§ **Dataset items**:
+===+

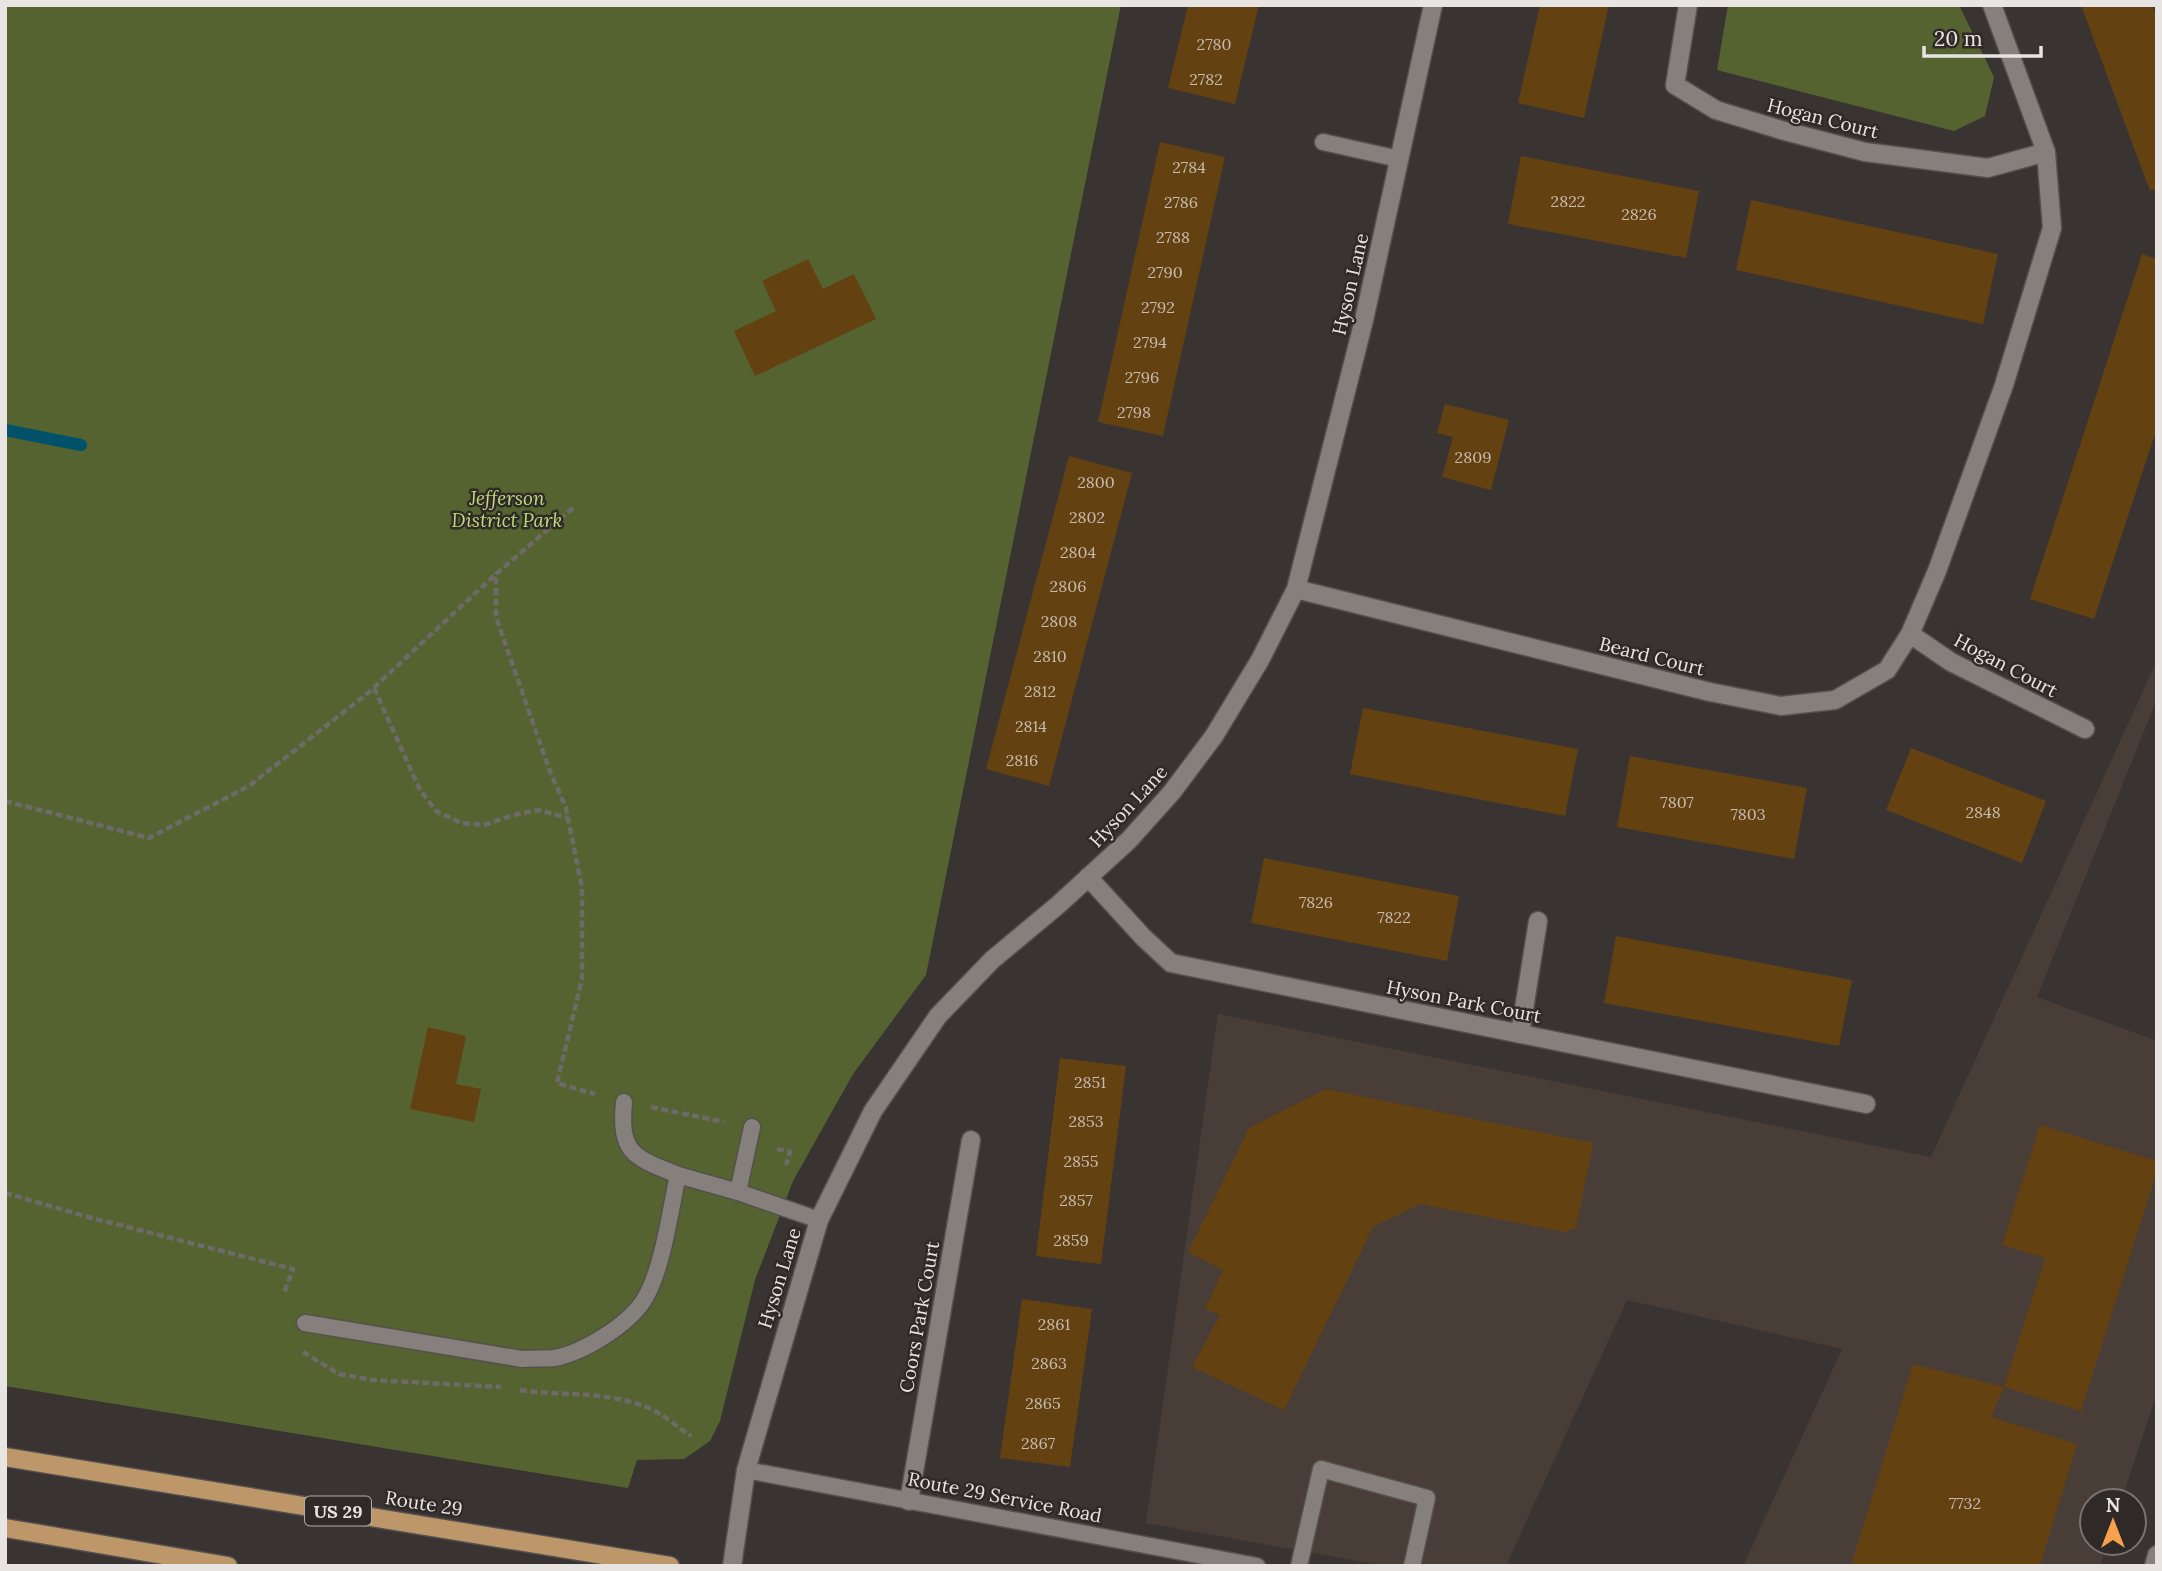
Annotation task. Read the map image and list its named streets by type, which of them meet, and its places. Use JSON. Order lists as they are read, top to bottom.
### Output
{
  "streets": {
    "main road": ["Route 29", "US 29"],
    "street": [
      "Hogan Court",
      "Hyson Lane",
      "Beard Court",
      "Hyson Park Court",
      "Coors Park Court"
    ],
    "lane": ["Route 29 Service Road"]
  },
  "crossings": [
    ["Hogan Court", "Beard Court"],
    ["Hyson Lane", "Beard Court"],
    ["Hyson Lane", "Hyson Park Court"],
    ["Hyson Lane", "Route 29 Service Road"],
    ["Coors Park Court", "Route 29 Service Road"]
  ],
  "parks": ["Jefferson District Park"],
  "house_numbers": [
    "2780",
    "2782",
    "2784",
    "2822",
    "2786",
    "2826",
    "2788",
    "2790",
    "2792",
    "2794",
    "2796",
    "2798",
    "2809",
    "2800",
    "2802",
    "2804",
    "2806",
    "2808",
    "2810",
    "2812",
    "2814",
    "2816",
    "7807",
    "2848",
    "7803",
    "7826",
    "7822",
    "2851",
    "2853",
    "2855",
    "2857",
    "2859",
    "2861",
    "2863",
    "2865",
    "2867",
    "7732"
  ],
  "scale_bar": "20 m",
  "north": "top"
}
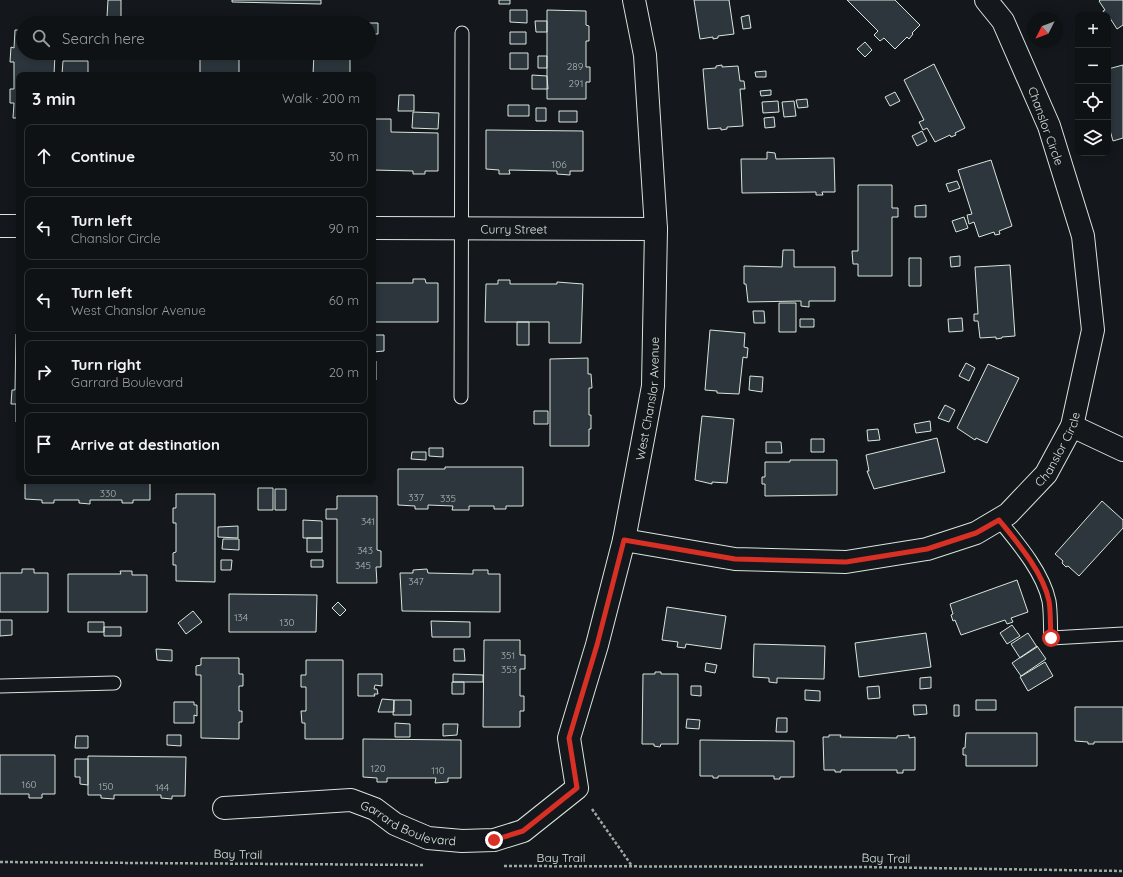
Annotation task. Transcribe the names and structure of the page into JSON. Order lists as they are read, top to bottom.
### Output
{
  "streets": {
    "street": [
      "Chanslor Circle",
      "Curry Street",
      "West Chanslor Avenue",
      "Garrard Boulevard"
    ],
    "path": ["Bay Trail"]
  },
  "crossings": [
    ["Chanslor Circle", "West Chanslor Avenue"],
    ["Curry Street", "West Chanslor Avenue"],
    ["West Chanslor Avenue", "Garrard Boulevard"]
  ],
  "house_numbers": [
    "289",
    "291",
    "106",
    "330",
    "337",
    "335",
    "341",
    "343",
    "345",
    "347",
    "134",
    "130",
    "351",
    "353",
    "120",
    "110",
    "160",
    "150",
    "144"
  ],
  "north": "bottom left",
  "page": {
    "map_buttons": ["+", "−"],
    "search": "Search here",
    "heading": ["3 min", "Walk · 200 m"],
    "list": [
      ["Continue", "30 m"],
      ["Turn left", "Chanslor Circle", "90 m"],
      ["Turn left", "West Chanslor Avenue", "60 m"],
      ["Turn right", "Garrard Boulevard", "20 m"],
      "Arrive at destination"
    ]
  }
}
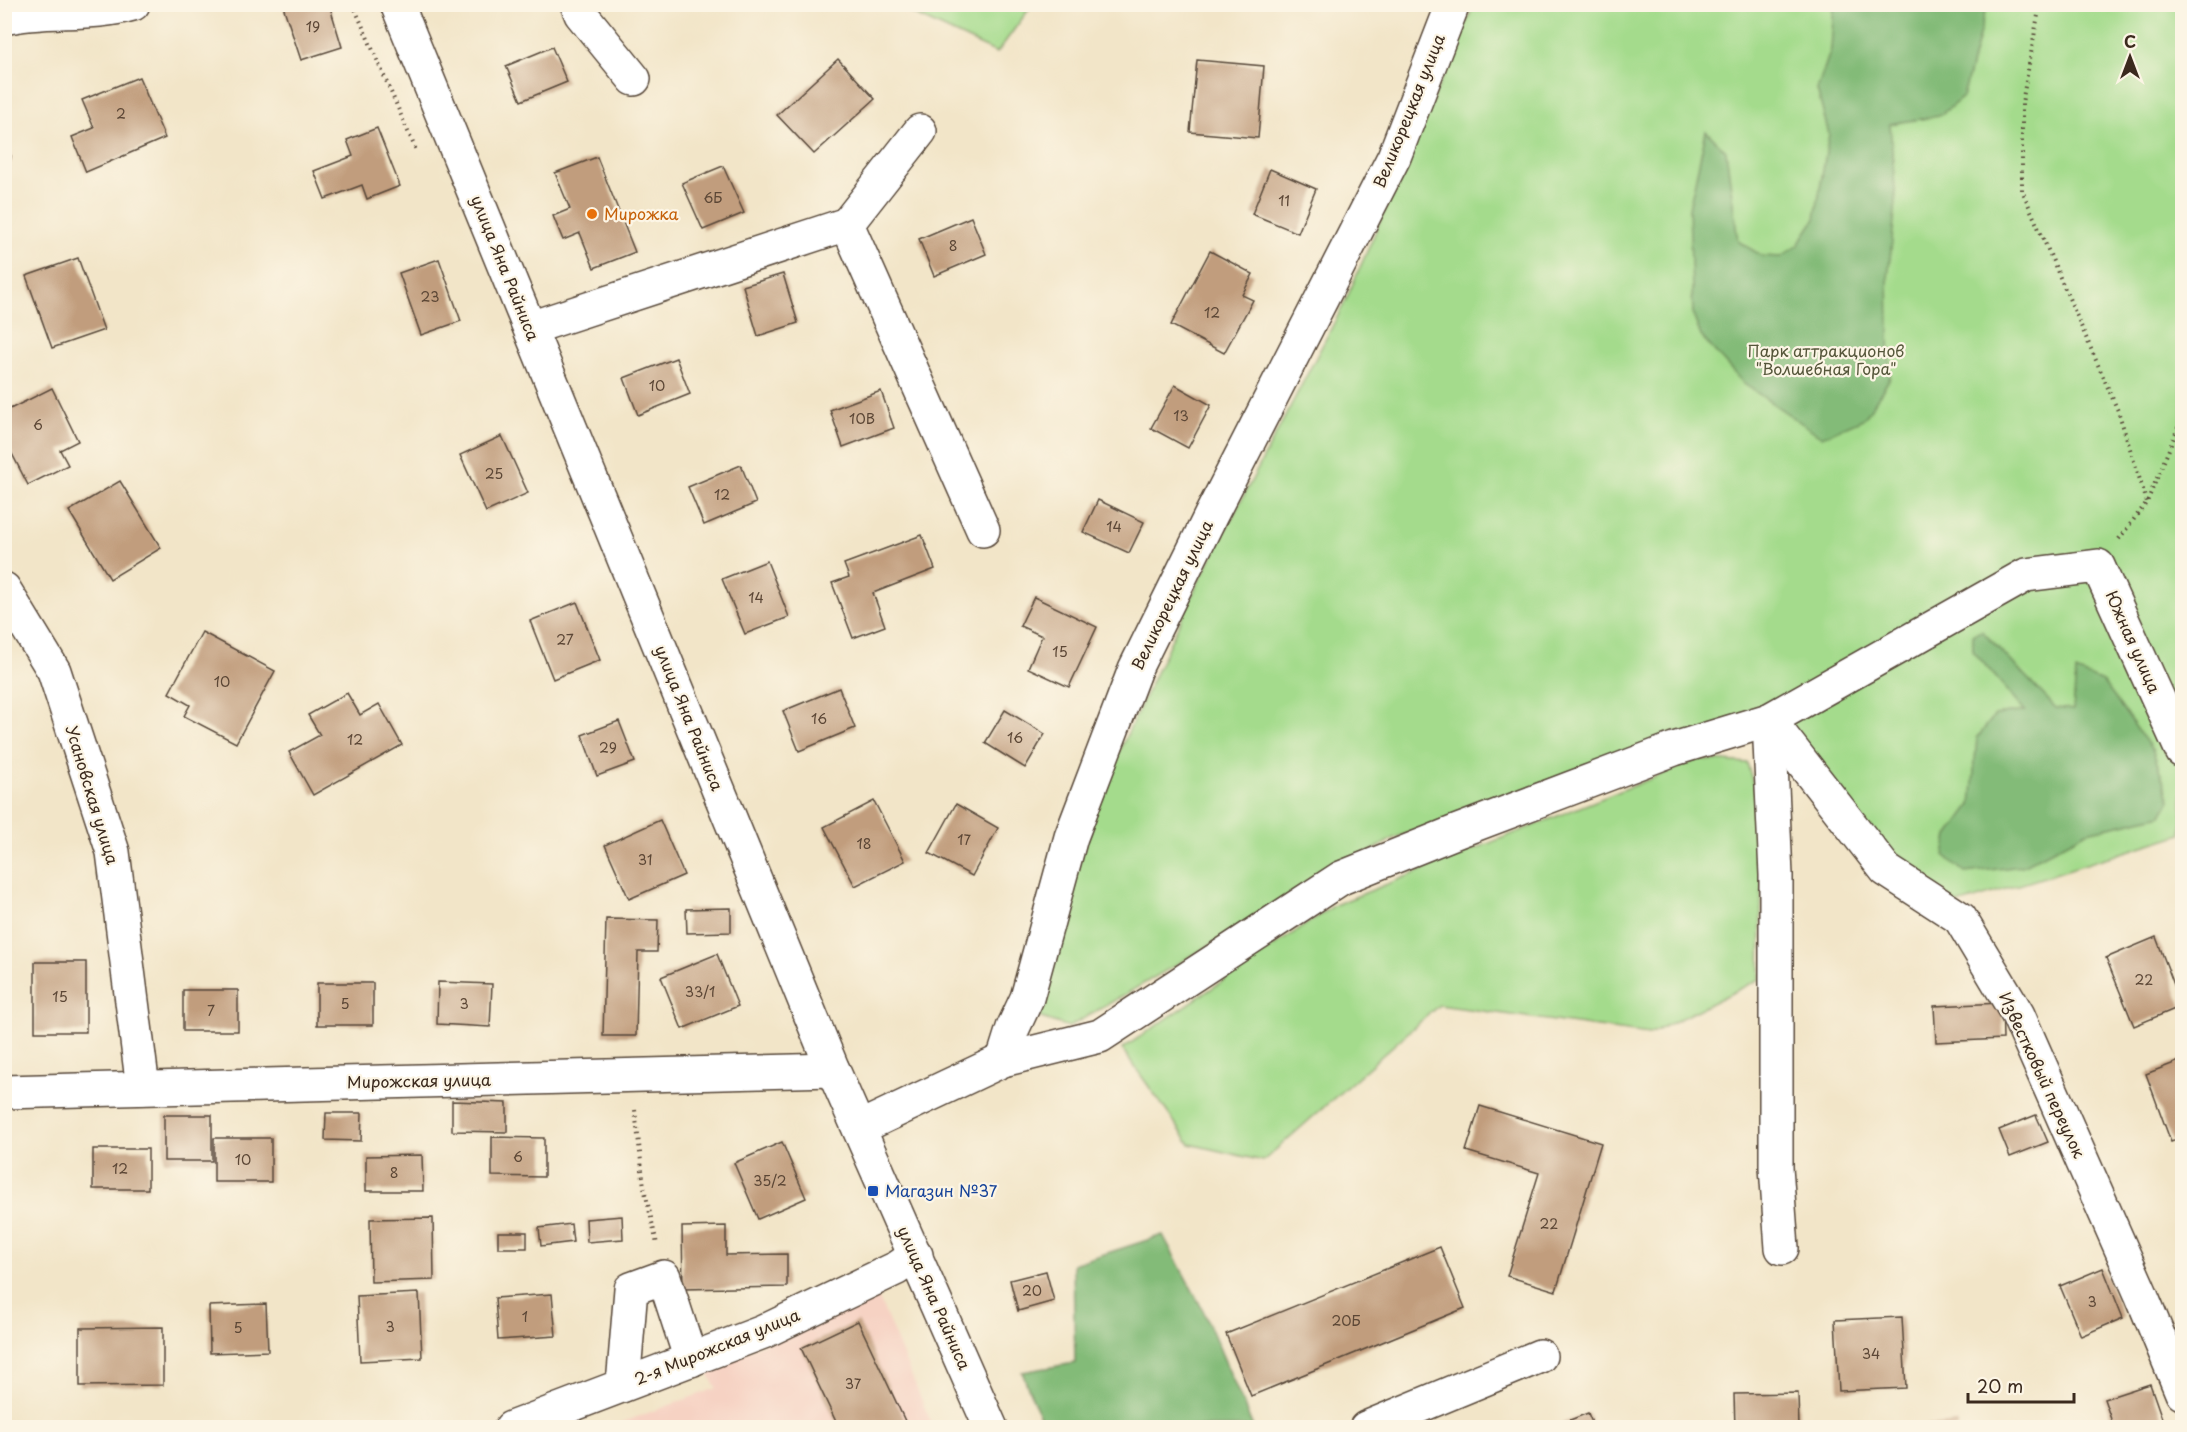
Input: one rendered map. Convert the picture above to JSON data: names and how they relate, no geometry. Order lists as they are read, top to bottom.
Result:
{
  "streets": {
    "street": [
      "Великорецкая улица",
      "улица Яна Райниса",
      "Южная улица",
      "Усановская улица",
      "Известковый переулок",
      "Мирожская улица",
      "2-я Мирожская улица"
    ]
  },
  "crossings": [
    ["улица Яна Райниса", "Мирожская улица"],
    ["улица Яна Райниса", "2-я Мирожская улица"],
    ["Усановская улица", "Мирожская улица"]
  ],
  "parks": ["Парк аттракционов \"Волшебная Гора\""],
  "places": {
    "other": ["Мирожка"],
    "transit": ["Магазин №37"]
  },
  "house_numbers": [
    "19",
    "2",
    "6Б",
    "11",
    "8",
    "23",
    "12",
    "10",
    "13",
    "10В",
    "6",
    "25",
    "12",
    "14",
    "14",
    "27",
    "15",
    "10",
    "16",
    "16",
    "12",
    "29",
    "17",
    "18",
    "31",
    "22",
    "33/1",
    "15",
    "5",
    "3",
    "7",
    "6",
    "10",
    "12",
    "8",
    "35/2",
    "22",
    "20",
    "3",
    "1",
    "20Б",
    "3",
    "5",
    "34",
    "37"
  ],
  "scale_bar": "20 m",
  "north": "top"
}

+===+

§ **Problem details**:
Look through the records for the word "Turn". Every line that has it should be copied.

§ **Result for this task**:
      ["Turn left", "Chanslor Circle", "90 m"],
      ["Turn left", "West Chanslor Avenue", "60 m"],
      ["Turn right", "Garrard Boulevard", "20 m"],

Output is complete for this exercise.